By Don Muret
Corissa Smith has gone from being the only woman in the room during construction meetings to mentoring women breaking into a traditionally male-dominated industry.
Smith, a vice president with AECOM Hunt in Phoenix, has been with the firm for close to 24 years. Over that time, she has worked on a combined 10 big league and college stadium projects and convention center renovations.
She’s now involved in pre-construction services for the Inglewood Basketball and Entertainment Center, the Los Angeles Clippers’ $1 billion arena targeted to break ground in 2021.
Smith has come a long way since her first project, the Seattle Mariners’ stadium now called T-Mobile Park.
She grew up in Washington state and graduated from the University of Washington with an architecture degree in 1996. A friend got a job with the old Hunt Construction Group and Smith followed her down that path, getting an internship on the Major League Baseball project.
“It was an amazing opportunity,” Smith said. “The thinking was, if I’m ever going to be any good as an architect, I ought to know how to build a building, how it is all put together.”
The ballpark opened under its original name, Safeco Field, midway through the 1999 season.
At the end of that project, Hunt officials asked Smith whether she would be interested in moving to San Francisco to work on Pac Bell Park (now Oracle Park), which was halfway through construction. Smith jumped at the chance to work on another MLB project.
When the Giants’ ballpark was completed in 2000, she stayed in the city to work on Moscone Center’s west side expansion. She was responsible for the erection of 18,000 tons of structural steel at the convention center, a critical piece considering the Bay Area’s seismically active environment.
At that point, Smith was hooked on the construction aspect of facility development and on her way to becoming a key player for one of the nation’s biggest builders of public assembly facilities.
Hunt officials steered her to Phoenix, where she worked on the Arizona Cardinals’ NFL stadium. The 63,400-seat venue, now called State Farm Stadium, opened in 2006 in the suburb of Glendale. It stood out for its cutting-edge design and the construction process.
Smith was in charge of the roof and the field. Both were retractable components and innovative in U.S. sports.
“The way that we built and lifted the roof was kind of the predecessor for SoFi Stadium in the way the roof trusses were erected,” she said. “Back then, it was the biggest roof lift in North American history, 5,400 tons at one time.”
She said, “The retractable field had never been done before in the U.S. The retractable roof is more like a moon roof on a car, the first to operate on an inclined slope. It travels up and down rather than sideways. It was a transformative project for me from a career perspective.”
For about eight years, Smith worked on more convention center expansions in Phoenix, San Antonio, San Jose and Seattle. Along the way, she worked her way up from project manager to director of pre-construction and client services before being promoted to vice president in 2016.

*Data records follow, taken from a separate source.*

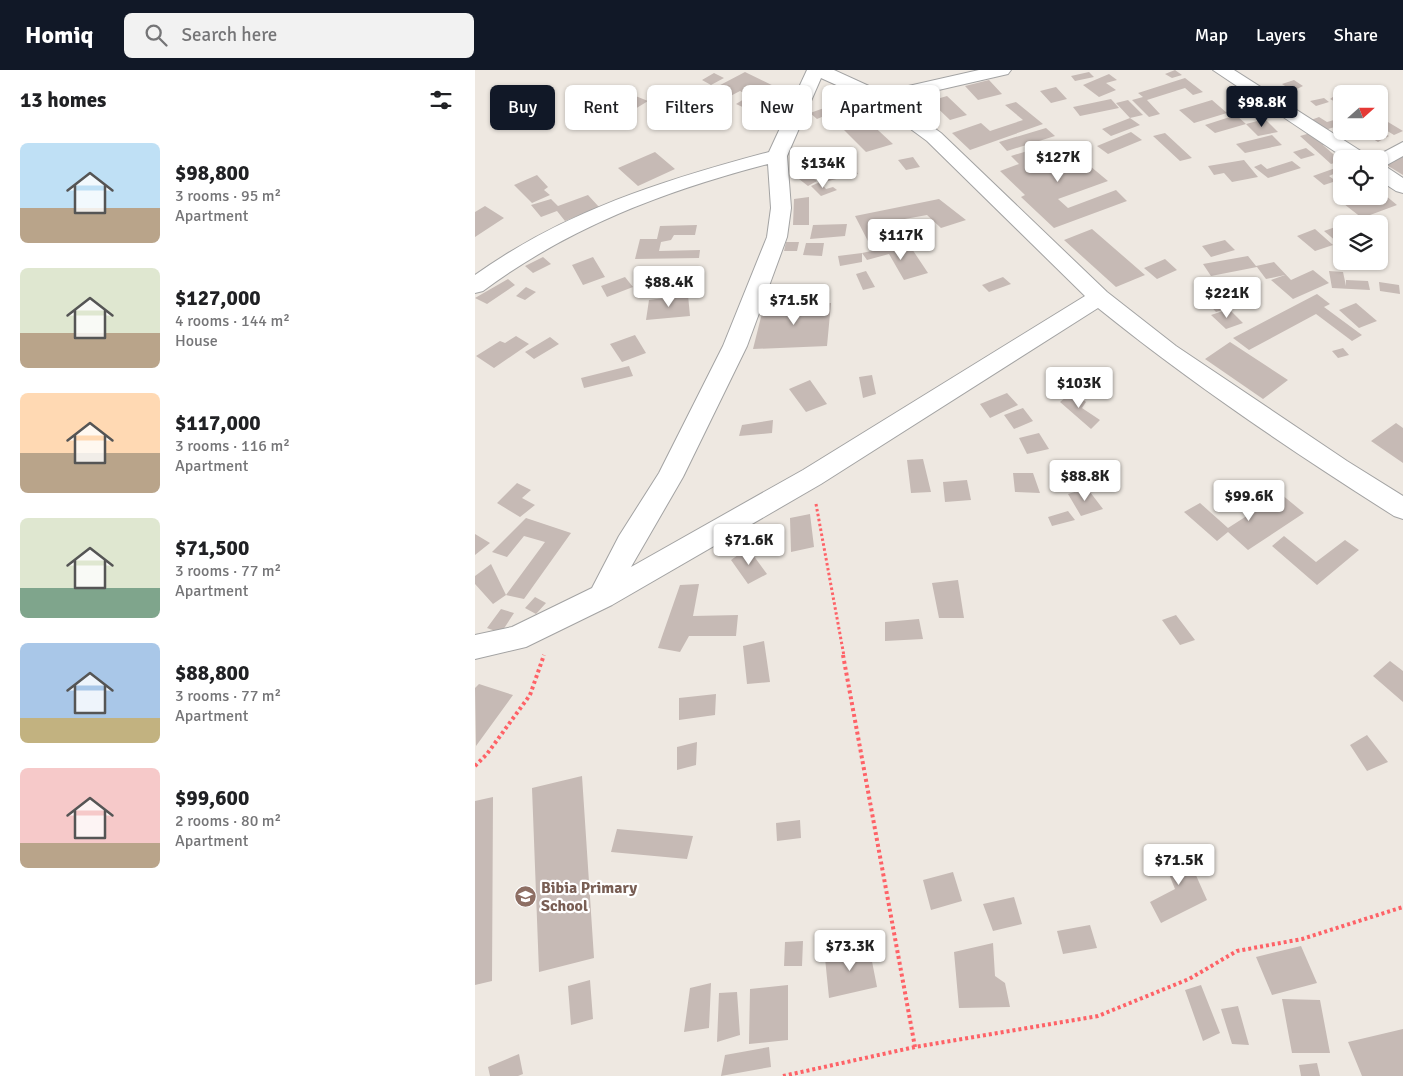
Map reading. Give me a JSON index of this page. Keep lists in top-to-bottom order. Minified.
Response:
{"places":{"school or university":["Bibia Primary School"]},"north":"right","page":{"header":"Homiq","search":"Search here","nav":["Map","Layers","Share"],"heading":"13 homes","chip":["Buy","Rent","Filters","New","Apartment"],"price":["$98.8K","$127K","$134K","$117K","$88.4K","$221K","$71.5K","$103K","$88.8K","$99.6K","$71.6K","$71.5K","$73.3K"],"list":[{"name":"$98,800","note":"3 rooms · 95 m² · Apartment"},{"name":"$127,000","note":"4 rooms · 144 m² · House"},{"name":"$117,000","note":"3 rooms · 116 m² · Apartment"},{"name":"$71,500","note":"3 rooms · 77 m² · Apartment"},{"name":"$88,800","note":"3 rooms · 77 m² · Apartment"},{"name":"$99,600","note":"2 rooms · 80 m² · Apartment"}]}}
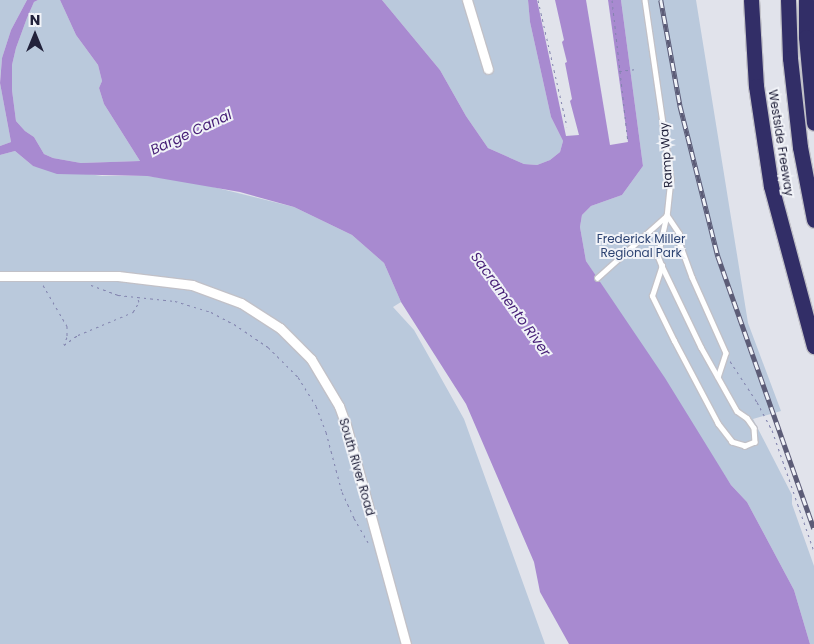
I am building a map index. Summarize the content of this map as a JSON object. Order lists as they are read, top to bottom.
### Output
{
  "streets": {
    "highway": ["Westside Freeway"],
    "street": ["South River Road"],
    "lane": ["Ramp Way"]
  },
  "water": ["Barge Canal", "Sacramento River"],
  "parks": ["Frederick Miller Regional Park"],
  "north": "top"
}
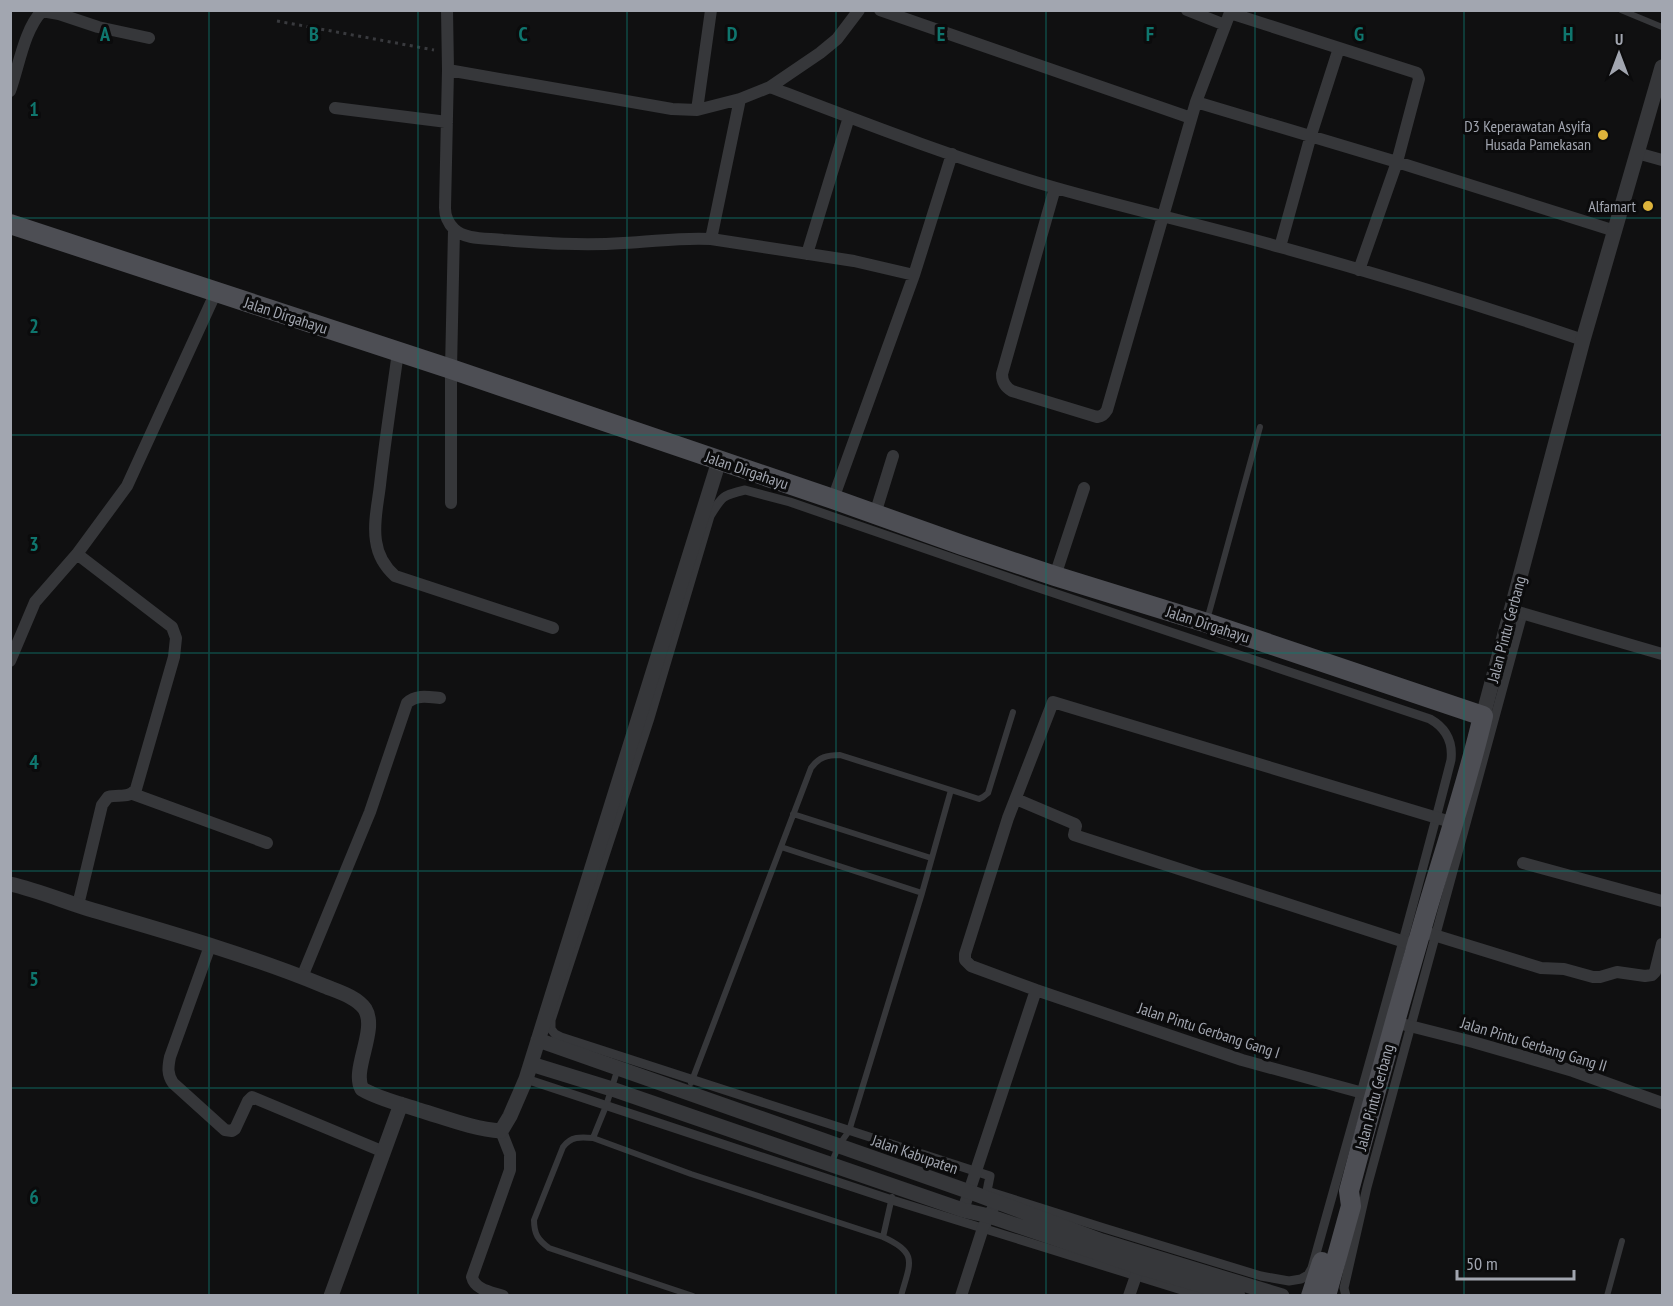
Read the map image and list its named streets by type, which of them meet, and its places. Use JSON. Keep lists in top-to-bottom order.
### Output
{
  "streets": {
    "main road": ["Jalan Dirgahayu", "Jalan Pintu Gerbang"],
    "street": ["Jalan Pintu Gerbang Gang I", "Jalan Pintu Gerbang Gang II", "Jalan Kabupaten"]
  },
  "crossings": [
    ["Jalan Dirgahayu", "Jalan Pintu Gerbang"],
    ["Jalan Pintu Gerbang", "Jalan Pintu Gerbang Gang I"],
    ["Jalan Pintu Gerbang", "Jalan Pintu Gerbang Gang II"]
  ],
  "places": ["D3 Keperawatan Asyifa Husada Pamekasan", "Alfamart"],
  "scale_bar": "50 m",
  "north": "top",
  "grid": {
    "columns": [
      "A",
      "B",
      "C",
      "D",
      "E",
      "F",
      "G",
      "H"
    ],
    "rows": [
      "1",
      "2",
      "3",
      "4",
      "5",
      "6"
    ]
  }
}
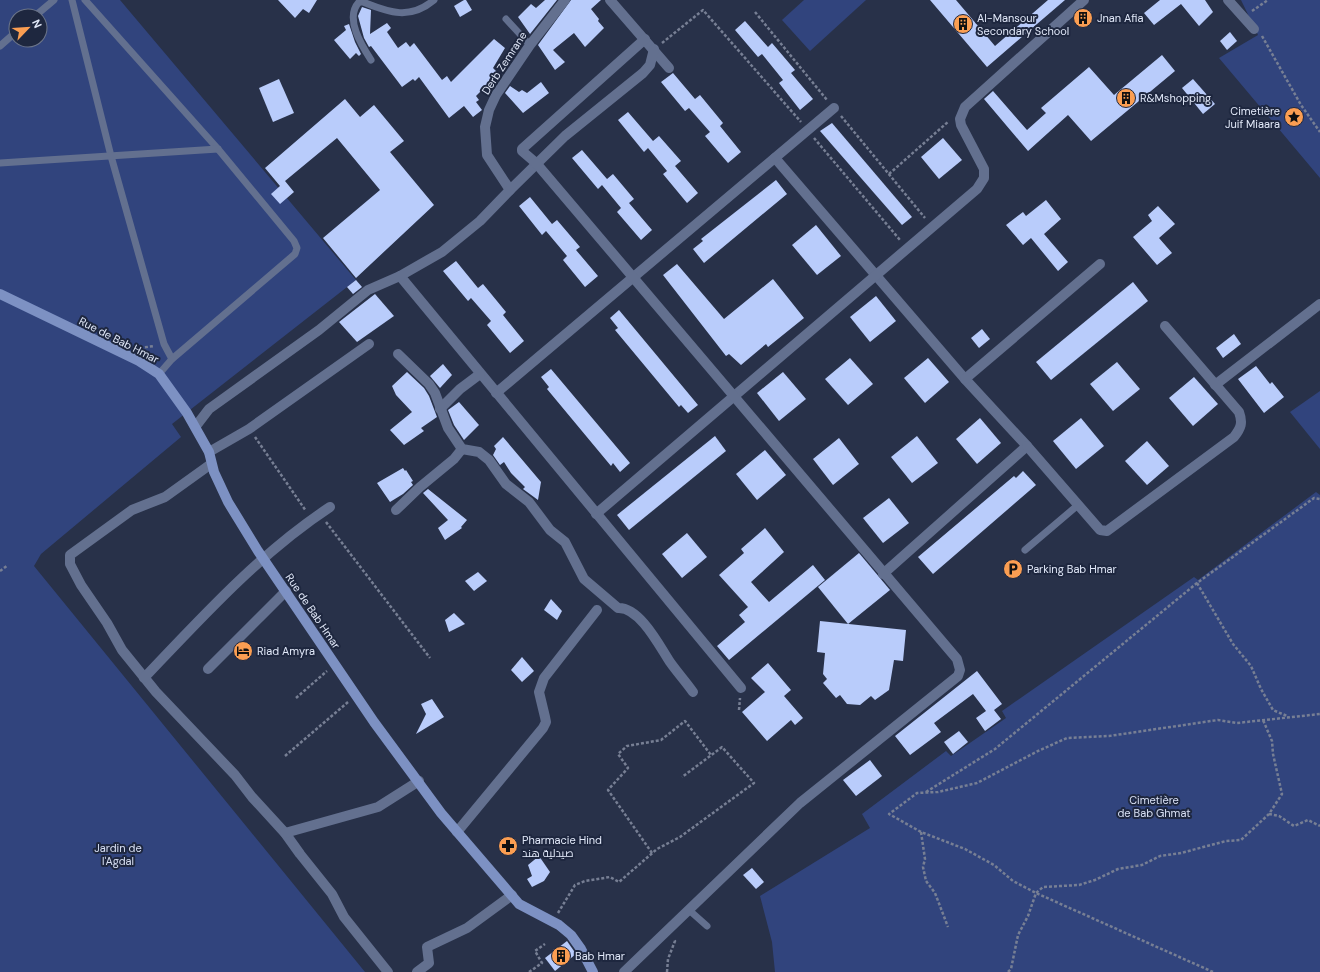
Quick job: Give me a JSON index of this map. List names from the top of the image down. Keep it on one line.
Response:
{"streets":{"main road":["Rue de Bab Hmar"],"street":["Derb Zemrane"]},"parks":["Cimetière de Bab Ghmat","Jardin de l'Agdal"],"places":{"building":["Jnan Afia","Al-Mansour Secondary School","R&Mshopping","Bab Hmar"],"place":["Cimetière Juif Miaara"],"parking":["Parking Bab Hmar"],"hotel":["Riad Amyra"],"pharmacy":["Pharmacie Hind صيدلية هند"]},"north":"top right"}
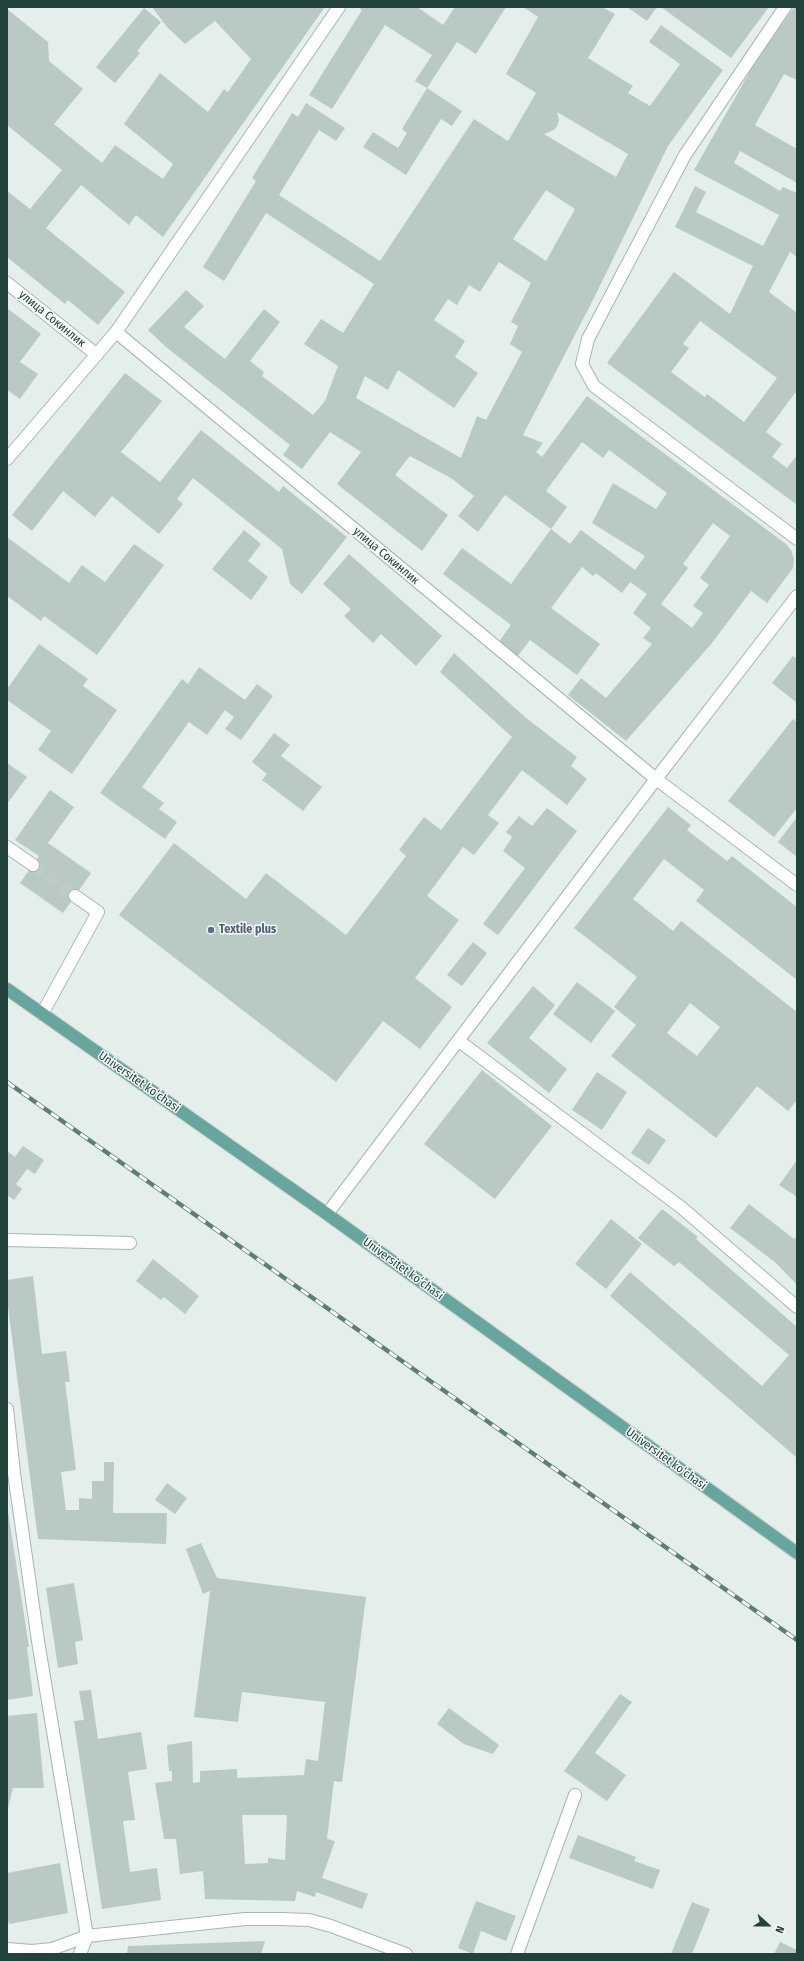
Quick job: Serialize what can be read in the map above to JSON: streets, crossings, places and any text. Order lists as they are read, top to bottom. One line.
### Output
{"streets":{"main road":["Universitet kо‘chasi"],"street":["улица Сокинлик"]},"places":["Textile plus"],"north":"right"}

Still, as someone who came from the architecture world to the “dark side” of development, as Smith says with a laugh, she always felt like she had to play catch-up with construction knowledge and expertise. Plus, being a woman in construction didn’t make things any easier for her.
“It took me a while to figure out that no matter how hard I tried, I was never going to know it all,” she said.
“Initially, I let anything that happened kind of roll off my back in terms of lack of tolerance. I had to work my way into earning everybody’s respect, and that’s what I did. For better or worse, I was just trying to blend in with the team and figure out how to do my job.”
Further into her career, Smith realized that diversity was something that should be celebrated and honored for bringing people from different backgrounds to the construction site, regardless of gender or ethnicity.
At that point, Smith began to champion the role of women in construction and serve as a mentor to others in the field.
“There were never really a lot of women around me or above me in positions to look up to,” she said. “My mentors were mostly men. I realized there was a big gap and felt I had something to share.”
Smith got involved in the Women in Construction conference, an annual event that rotates between Arizona and California. For the event, she organizes separate activities for a group of female AECOM Hunt employees from across the country to socialize, have dinner and just get to know each other.
“It all started when somebody called me to be on a panel,” Smith said. “I thought why? Then I went to one event and figured out it was important, not just for women to go but for men to attend because they can learn a heck of a lot.”
For Smith, it’s evolved into an entire curriculum for Hunt officials built around the conference. In addition, she’s involved in speaking engagements with students at Northern Arizona University in Flagstaff.
“That’s a way to get in front of other people and attack my fear of public speaking, which paralyzed me for a long time,” she said. “I’m starting to get more of my colleagues front and center in college and recruiting settings.”